Sampai dengan saat ini budaya bangsa dijaga dan dikembangkan hanya sejauh masyarakat itu sendiri menganggapnya penting. Apakah layak disosialisasikan?Â
Semuanya masih tergantung pada kesadaran masyarakat yang memiliki kebudayaan itu sendiri dan belum menjadi milik bersama bangsa ini.
Kedua, integrasi budaya. Karena afirmasi terkait kelayakan budaya dan warisan itu hanya terjadi secara lokal di daerah, maka integrasi budaya tersebut akhirnya hanya terjadi secara terbatas di daerah tertentu saja.
Nah, advokasi kebudayaan perlu dimulai dengan cara kita membangun pintu literasi. Pintu literasi akan membuka wawasan dan gagasan, narasi, dan sekaligus edukasi.
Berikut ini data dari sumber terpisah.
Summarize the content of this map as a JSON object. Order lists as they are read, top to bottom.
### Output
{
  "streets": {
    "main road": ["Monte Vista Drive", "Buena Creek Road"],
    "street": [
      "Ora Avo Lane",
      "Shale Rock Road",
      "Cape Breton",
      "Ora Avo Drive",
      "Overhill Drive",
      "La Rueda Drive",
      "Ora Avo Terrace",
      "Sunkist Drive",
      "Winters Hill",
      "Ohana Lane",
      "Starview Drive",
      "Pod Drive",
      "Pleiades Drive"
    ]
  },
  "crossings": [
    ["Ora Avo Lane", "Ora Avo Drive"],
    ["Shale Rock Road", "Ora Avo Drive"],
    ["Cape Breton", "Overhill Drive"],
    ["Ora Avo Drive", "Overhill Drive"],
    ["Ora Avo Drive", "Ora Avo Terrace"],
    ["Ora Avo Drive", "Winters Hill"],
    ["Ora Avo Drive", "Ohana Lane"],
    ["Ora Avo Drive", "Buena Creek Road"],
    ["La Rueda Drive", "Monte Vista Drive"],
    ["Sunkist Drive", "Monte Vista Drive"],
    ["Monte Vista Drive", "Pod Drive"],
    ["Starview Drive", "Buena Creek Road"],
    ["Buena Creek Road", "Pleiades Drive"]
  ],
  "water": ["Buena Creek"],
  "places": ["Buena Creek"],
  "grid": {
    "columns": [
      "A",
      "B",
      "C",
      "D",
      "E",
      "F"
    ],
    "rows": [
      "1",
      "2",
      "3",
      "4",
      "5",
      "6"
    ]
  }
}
Literasi bisa saja menjadi gerbang utama bagi proses advokasi kebudayaan. Tanpa literasi, orang tidak mungkin mengenal apa yang khas dari narasi budaya masing-masing suku yang diakui negara ini.
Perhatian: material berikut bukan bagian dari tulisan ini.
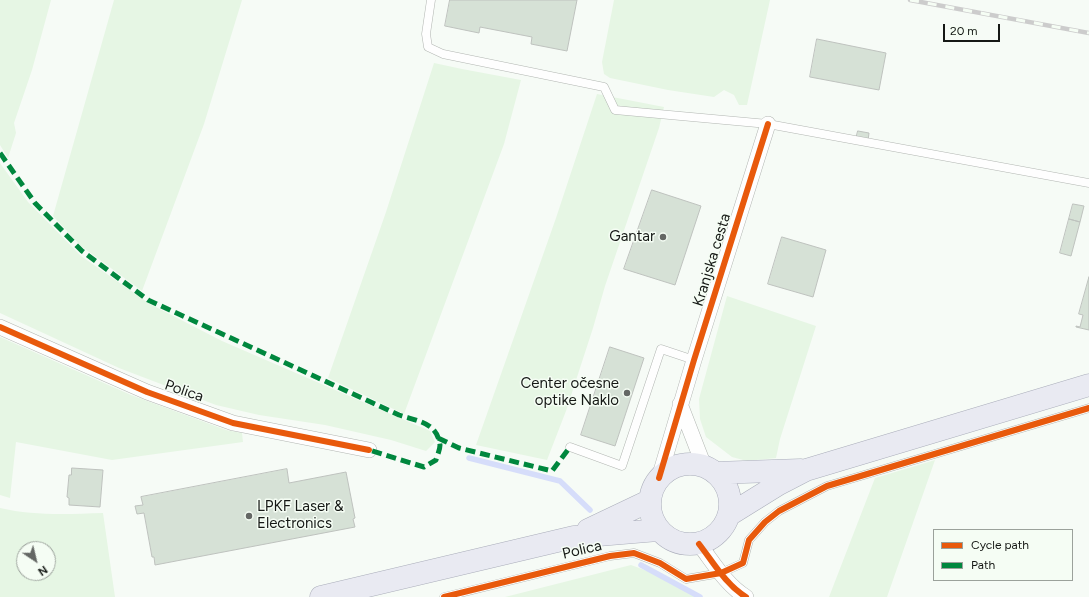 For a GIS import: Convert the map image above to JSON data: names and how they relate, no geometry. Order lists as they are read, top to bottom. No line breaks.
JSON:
{"streets":{"street":["Kranjska cesta","Polica"]},"places":["Gantar","Center očesne optike Naklo","LPKF Laser & Electronics"],"legend":["Cycle path","Path"],"scale_bar":"20 m","north":"bottom right"} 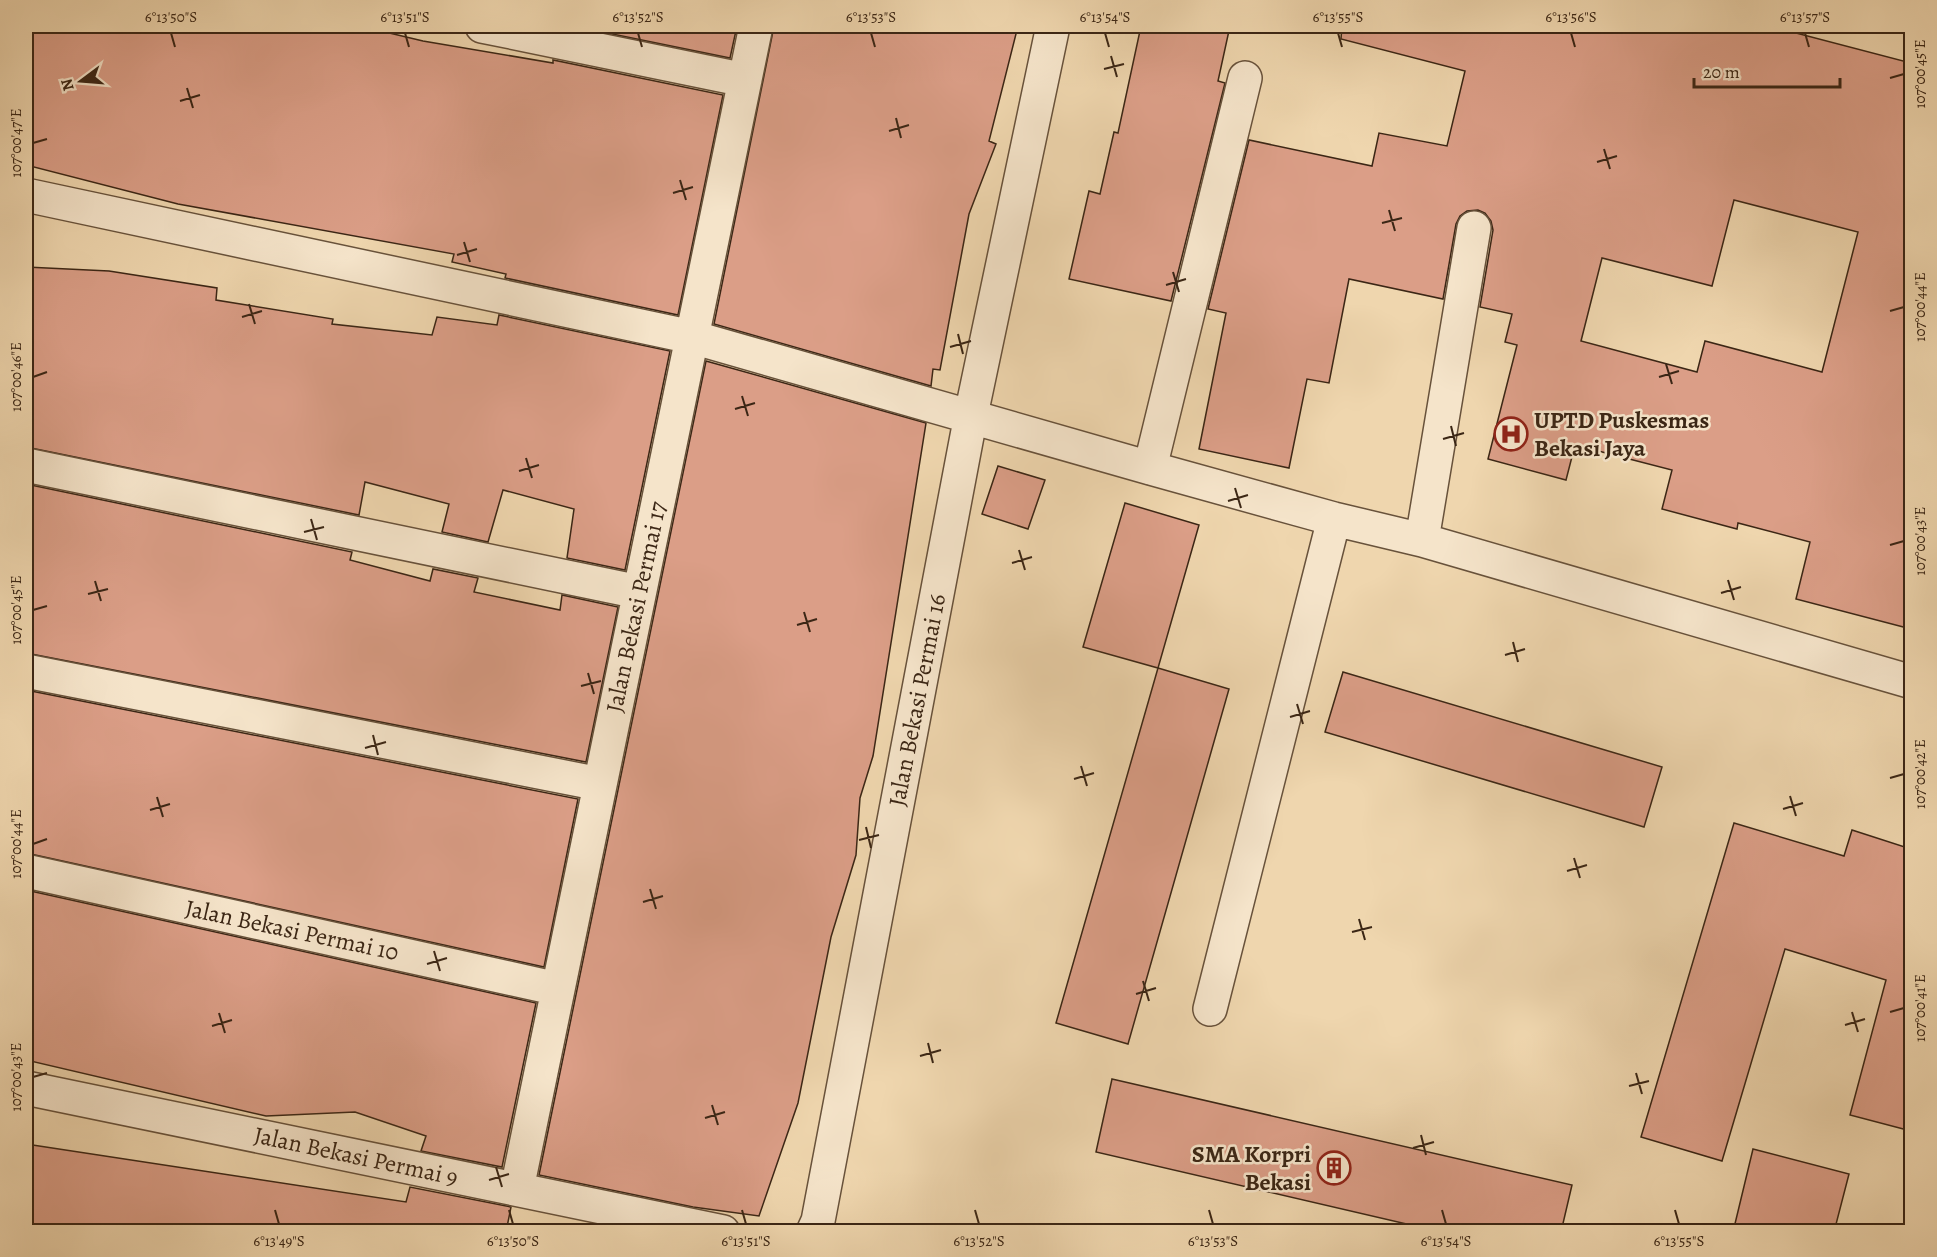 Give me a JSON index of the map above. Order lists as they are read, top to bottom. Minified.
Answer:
{"streets":{"street":["Jalan Bekasi Permai 17","Jalan Bekasi Permai 16","Jalan Bekasi Permai 10","Jalan Bekasi Permai 9"]},"crossings":[["Jalan Bekasi Permai 17","Jalan Bekasi Permai 10"],["Jalan Bekasi Permai 17","Jalan Bekasi Permai 9"]],"places":{"hospital":["UPTD Puskesmas Bekasi Jaya"],"building":["SMA Korpri Bekasi"]},"scale_bar":"20 m","north":"left","coordinates":["6°13'50\"S","6°13'51\"S","6°13'52\"S","6°13'53\"S","6°13'54\"S","6°13'55\"S","6°13'56\"S","6°13'57\"S","107°00'45\"E","107°00'47\"E","107°00'44\"E","107°00'46\"E","107°00'43\"E","107°00'42\"E","107°00'41\"E","6°13'49\"S"]}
Advokasi kebudayaan sangatlah penting supaya legalitas hukum dari setiap warisan kebudayaan yang ada itu menemukan dasar perlindungannya.
Kebudayaan dan Koneksi dengan Peradaban Bangsa
Hal yang perlu dijelaskan sekali lagi tentu saja berkaitan dengan pemahaman yang sama tentang definisi kebudayaan.
Edward Tylor menulis: "culture is that complex whole that includes knowledge, belief, art, morals, law, customs, and any other capabilities and habits acquired by man as a member of society." (Primitive Culture, Vol. I, dalam: Anthony F. C. Wallace, Culture and Personality, New York: Random House, 1970).
Keseluruhan yang kompleks mencakup banyak sekali bidang kehidupan manusia, tentu saja semuanya memiliki koneksi dengan peradaban bangsa ini.
Apalagi jika mendasari pemahaman kita sesuai pandangan Koentjoroningrat bahwa pola tindakan dan tingkah laku manusia adalah hasil dari proses belajar (Koentjoroningrat, Pengantar Antropologi, Jakarta: Rineka Cipta, 2003).